If a pet lover decides to take the plunge with pawTree, the initial investment is relatively small. For between $25 and $300, new associates can purchase a starter kit and pawTree will waive the website fee for six months. petPros then earn 10 percent to 20 percent on their own retail sales and a percent of the sales of any petPros they recruit.
pawTree also organizes sales coaching and leadership development events for petPros and provides virtual sales training through the petPro app, a game-based mobile app created by Rallyware, a direct sales-focused provider. Sales associates work through modules at their convenience—earning points and rewards along the way—to increase their understanding of pawTree products and develop their direct selling skills, Morgan says.
Recruiting and developing strong petPros is important, according to Morgan, but not for the sake of having more petPros. “We’re definitely a product-centric company and a customer-centric company,” he says. “We have far more customers than we do petPros—that’s important to us.” Morgan emphasizes that pawTree’s mission always has been and always will be about animals and their owners.
“A key criterion we’ll always use to filter will be which products make a difference in the lives of pets and people,” Morgan says. “There’s a bunch of pet products that you could argue don’t make a difference. If it’s a solution to a pet’s problem, if it makes a pet parent’s life more comfortable, you can be sure that’s on our product roadmap.”

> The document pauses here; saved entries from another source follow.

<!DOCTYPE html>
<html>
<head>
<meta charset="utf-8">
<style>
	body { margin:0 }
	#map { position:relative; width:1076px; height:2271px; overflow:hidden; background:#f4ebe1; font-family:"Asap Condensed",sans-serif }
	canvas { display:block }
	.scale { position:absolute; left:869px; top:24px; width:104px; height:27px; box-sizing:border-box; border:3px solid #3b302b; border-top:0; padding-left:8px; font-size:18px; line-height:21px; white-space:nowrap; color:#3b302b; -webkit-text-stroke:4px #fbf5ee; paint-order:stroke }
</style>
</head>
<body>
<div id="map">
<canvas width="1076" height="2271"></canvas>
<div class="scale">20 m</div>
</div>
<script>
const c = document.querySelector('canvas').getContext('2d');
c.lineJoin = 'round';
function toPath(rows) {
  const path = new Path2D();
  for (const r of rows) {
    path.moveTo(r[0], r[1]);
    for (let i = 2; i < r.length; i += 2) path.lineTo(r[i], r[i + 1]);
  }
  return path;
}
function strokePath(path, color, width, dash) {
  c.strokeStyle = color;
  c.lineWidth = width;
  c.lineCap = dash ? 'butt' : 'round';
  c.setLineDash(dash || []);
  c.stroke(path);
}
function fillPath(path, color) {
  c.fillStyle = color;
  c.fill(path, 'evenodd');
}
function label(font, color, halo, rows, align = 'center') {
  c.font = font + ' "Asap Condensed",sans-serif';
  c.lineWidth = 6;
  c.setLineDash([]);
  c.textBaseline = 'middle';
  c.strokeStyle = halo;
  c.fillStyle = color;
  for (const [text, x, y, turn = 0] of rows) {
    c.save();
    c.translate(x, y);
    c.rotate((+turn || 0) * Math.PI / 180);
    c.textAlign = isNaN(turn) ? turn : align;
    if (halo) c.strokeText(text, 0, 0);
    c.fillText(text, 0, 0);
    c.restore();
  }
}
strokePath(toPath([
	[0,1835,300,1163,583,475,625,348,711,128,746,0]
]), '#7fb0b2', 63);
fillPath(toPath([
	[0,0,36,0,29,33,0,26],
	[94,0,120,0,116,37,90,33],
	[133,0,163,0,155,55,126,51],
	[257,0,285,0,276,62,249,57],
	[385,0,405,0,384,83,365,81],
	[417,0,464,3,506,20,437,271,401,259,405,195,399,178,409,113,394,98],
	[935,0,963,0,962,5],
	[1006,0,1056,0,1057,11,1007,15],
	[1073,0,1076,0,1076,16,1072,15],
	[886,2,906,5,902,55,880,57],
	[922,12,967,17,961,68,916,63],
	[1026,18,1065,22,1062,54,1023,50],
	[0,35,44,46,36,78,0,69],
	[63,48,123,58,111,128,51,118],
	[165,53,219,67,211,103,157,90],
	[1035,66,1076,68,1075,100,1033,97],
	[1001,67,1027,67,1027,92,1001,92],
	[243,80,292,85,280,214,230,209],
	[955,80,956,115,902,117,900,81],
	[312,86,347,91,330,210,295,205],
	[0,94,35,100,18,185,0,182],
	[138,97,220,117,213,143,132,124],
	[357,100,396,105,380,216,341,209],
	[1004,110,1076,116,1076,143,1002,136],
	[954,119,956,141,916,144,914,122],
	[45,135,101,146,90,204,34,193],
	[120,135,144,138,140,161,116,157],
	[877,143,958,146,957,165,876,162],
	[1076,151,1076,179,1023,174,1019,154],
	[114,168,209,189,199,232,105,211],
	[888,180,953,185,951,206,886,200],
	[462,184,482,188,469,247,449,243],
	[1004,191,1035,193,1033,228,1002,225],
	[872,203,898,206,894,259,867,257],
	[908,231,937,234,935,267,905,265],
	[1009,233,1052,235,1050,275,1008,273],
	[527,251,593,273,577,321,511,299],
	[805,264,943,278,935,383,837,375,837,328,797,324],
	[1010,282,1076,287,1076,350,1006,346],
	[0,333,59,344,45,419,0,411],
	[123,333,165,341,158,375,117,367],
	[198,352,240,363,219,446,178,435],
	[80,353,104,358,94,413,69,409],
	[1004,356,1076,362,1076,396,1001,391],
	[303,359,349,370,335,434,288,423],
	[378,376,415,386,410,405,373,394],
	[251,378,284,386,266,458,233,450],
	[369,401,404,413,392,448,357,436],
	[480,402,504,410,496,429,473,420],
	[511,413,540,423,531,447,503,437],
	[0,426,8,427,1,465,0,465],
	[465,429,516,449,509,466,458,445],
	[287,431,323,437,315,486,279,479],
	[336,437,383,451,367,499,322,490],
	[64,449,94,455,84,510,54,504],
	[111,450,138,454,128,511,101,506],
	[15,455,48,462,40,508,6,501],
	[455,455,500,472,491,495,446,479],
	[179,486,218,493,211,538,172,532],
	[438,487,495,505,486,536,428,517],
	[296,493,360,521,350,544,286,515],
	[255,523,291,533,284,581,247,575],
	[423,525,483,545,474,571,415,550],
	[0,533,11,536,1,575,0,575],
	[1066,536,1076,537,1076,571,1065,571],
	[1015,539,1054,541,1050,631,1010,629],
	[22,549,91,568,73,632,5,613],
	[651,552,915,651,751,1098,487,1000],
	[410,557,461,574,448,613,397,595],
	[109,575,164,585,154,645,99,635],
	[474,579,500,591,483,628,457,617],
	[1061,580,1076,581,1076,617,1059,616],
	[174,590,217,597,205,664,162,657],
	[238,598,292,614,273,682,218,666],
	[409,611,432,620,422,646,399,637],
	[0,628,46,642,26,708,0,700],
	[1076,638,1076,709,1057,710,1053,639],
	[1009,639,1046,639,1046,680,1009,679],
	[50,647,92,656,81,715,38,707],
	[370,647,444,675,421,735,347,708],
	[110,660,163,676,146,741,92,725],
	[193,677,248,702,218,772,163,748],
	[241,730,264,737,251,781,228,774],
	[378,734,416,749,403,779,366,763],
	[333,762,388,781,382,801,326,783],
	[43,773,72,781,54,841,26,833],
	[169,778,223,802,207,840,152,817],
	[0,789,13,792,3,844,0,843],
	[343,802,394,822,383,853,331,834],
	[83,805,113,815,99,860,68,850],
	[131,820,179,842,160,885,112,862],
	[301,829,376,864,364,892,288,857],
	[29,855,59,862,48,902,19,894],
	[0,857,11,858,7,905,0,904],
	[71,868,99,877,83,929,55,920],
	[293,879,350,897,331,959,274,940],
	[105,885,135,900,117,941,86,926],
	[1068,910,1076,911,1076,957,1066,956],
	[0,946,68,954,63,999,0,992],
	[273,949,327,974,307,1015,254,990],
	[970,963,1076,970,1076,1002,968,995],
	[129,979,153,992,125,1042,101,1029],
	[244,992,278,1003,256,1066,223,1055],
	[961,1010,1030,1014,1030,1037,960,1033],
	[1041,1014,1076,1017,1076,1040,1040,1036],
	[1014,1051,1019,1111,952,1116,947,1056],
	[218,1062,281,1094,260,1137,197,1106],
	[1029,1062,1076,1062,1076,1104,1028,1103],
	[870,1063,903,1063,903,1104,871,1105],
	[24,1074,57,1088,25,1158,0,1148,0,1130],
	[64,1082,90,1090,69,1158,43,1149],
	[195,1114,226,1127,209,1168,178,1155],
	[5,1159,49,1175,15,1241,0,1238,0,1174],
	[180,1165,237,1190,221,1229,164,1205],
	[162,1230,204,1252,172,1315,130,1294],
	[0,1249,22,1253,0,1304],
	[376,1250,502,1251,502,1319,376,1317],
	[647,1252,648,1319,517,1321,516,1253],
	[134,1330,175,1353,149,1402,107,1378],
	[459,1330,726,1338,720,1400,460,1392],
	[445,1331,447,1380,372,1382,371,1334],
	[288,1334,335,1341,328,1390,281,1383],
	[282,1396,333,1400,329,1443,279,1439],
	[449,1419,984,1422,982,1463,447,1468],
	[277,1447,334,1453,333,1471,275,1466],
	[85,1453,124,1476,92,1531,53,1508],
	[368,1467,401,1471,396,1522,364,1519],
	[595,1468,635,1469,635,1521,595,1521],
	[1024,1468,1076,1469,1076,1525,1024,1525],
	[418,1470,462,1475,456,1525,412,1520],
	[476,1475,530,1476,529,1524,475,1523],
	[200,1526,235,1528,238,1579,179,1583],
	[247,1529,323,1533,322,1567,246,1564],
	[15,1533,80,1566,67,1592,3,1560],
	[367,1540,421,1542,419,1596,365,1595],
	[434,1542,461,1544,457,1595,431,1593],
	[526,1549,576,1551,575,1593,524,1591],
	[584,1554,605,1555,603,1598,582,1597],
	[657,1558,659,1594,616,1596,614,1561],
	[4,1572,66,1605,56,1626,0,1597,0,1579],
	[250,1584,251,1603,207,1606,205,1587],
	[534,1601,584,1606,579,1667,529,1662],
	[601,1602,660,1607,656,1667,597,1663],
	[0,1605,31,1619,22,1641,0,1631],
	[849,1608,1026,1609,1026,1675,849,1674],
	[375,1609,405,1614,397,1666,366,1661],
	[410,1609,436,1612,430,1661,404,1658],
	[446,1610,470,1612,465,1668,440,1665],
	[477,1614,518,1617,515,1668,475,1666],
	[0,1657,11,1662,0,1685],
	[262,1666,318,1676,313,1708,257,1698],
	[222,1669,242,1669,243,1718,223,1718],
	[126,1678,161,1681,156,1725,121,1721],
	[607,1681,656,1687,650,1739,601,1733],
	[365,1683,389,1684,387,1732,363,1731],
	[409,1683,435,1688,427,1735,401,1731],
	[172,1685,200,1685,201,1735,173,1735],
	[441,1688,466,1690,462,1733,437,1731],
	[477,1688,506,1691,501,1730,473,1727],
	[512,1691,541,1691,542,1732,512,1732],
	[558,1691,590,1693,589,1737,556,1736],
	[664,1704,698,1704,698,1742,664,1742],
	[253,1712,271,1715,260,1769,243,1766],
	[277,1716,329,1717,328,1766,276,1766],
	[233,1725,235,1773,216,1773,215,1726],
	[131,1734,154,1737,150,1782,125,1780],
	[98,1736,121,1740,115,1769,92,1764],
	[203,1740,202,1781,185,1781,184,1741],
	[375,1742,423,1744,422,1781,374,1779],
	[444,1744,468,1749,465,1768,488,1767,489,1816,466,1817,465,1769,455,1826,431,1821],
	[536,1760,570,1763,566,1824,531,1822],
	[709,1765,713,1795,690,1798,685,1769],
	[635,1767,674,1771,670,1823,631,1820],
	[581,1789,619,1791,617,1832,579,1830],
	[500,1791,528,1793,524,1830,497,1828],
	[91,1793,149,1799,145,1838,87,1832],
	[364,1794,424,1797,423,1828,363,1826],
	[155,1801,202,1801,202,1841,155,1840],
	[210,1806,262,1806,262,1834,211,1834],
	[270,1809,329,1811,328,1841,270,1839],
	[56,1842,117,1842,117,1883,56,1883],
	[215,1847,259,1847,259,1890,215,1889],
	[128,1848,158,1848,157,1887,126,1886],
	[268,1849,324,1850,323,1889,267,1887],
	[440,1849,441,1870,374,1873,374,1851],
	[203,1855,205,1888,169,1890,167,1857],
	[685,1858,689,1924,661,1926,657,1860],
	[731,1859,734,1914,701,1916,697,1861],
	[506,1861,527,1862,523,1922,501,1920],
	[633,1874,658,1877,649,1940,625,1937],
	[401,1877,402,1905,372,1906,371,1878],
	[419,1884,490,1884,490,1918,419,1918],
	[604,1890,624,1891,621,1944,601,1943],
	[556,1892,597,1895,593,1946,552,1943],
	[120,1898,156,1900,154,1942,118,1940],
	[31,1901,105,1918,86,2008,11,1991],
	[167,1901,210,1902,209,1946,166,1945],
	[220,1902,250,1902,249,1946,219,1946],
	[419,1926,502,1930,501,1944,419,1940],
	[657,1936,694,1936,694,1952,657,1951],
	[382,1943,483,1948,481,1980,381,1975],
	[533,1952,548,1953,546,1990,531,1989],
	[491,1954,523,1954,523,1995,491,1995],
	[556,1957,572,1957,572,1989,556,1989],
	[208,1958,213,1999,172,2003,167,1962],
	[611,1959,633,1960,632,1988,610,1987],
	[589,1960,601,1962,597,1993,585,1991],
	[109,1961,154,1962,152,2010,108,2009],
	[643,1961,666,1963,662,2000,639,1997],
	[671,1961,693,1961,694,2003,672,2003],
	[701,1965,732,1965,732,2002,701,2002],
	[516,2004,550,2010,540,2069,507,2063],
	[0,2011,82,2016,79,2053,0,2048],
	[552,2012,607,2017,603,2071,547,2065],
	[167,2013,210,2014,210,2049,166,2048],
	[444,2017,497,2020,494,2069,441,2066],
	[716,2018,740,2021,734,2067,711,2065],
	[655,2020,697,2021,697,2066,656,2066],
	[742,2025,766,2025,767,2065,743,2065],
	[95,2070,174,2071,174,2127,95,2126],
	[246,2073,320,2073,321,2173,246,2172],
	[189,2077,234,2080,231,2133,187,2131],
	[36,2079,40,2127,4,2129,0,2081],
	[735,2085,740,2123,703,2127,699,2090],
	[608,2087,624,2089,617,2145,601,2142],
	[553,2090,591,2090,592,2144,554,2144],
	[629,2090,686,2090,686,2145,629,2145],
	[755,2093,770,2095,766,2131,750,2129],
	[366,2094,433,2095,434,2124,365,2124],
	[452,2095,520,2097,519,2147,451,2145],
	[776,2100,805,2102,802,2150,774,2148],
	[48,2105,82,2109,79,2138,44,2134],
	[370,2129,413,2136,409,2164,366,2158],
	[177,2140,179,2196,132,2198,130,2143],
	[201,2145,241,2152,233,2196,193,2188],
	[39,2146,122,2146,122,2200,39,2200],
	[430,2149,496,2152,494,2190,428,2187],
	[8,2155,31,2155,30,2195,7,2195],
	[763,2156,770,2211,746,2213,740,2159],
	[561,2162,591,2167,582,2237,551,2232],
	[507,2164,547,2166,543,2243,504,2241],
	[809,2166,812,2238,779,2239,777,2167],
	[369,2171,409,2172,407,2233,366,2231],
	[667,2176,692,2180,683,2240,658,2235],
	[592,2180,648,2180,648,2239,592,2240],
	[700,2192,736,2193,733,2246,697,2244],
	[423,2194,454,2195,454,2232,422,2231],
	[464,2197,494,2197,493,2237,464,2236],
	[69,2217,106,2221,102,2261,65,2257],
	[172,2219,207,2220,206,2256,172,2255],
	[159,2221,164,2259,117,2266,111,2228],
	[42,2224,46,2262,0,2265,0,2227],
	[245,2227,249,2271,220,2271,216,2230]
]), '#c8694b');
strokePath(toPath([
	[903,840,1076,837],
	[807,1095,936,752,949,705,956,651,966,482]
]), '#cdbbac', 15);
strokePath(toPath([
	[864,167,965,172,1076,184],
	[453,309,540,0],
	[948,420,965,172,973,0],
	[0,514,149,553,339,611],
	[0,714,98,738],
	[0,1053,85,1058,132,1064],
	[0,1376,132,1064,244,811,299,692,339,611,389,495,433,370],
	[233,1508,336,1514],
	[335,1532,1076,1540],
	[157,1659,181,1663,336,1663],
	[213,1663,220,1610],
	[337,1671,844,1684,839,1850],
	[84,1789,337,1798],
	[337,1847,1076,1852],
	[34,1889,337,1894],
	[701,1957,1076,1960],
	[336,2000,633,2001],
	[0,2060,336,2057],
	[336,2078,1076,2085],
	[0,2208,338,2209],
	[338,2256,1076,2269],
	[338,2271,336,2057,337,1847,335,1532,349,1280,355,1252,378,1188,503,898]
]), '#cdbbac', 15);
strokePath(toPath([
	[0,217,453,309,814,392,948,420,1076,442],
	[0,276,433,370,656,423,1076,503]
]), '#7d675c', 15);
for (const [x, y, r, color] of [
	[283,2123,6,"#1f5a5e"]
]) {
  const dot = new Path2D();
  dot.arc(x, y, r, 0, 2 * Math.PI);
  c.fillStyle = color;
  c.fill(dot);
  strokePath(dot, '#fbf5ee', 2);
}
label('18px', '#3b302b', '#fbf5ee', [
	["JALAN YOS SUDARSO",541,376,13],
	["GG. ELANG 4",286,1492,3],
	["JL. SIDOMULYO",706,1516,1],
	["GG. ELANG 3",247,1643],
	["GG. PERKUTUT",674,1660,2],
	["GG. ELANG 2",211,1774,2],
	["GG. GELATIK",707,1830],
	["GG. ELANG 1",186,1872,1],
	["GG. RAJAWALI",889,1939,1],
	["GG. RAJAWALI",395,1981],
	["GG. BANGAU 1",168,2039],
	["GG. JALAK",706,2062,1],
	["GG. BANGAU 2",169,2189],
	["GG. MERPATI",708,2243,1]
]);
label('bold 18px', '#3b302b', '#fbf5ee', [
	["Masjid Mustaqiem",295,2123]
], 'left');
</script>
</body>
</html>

At the moment, pawTree products are sold just in the United States and will be for the near future. “Right now, geographic expansion is penetrating deeper in the United States; before we get to saturation, we’ll start looking to other markets,” Morgan says. “We fully intend to expand internationally. The vision is absolutely global.” Morgan says his vision for the company in general comes from a solid product plan and measured growth strategy. “It takes five to seven years to run up the growth ramp to build a sustainable company. Most companies that are successful don’t have $100 million in their first year.”
But the deeper element driving pawTree’s success, Morgan says, isn’t about strategy or numbers. It’s love. “We love pets and people. All people,” he says. “This whole business is a story of unconditional love, and the love our pets provide to us, and the opportunity we have to give back to our pets in ways they can’t provide for themselves.”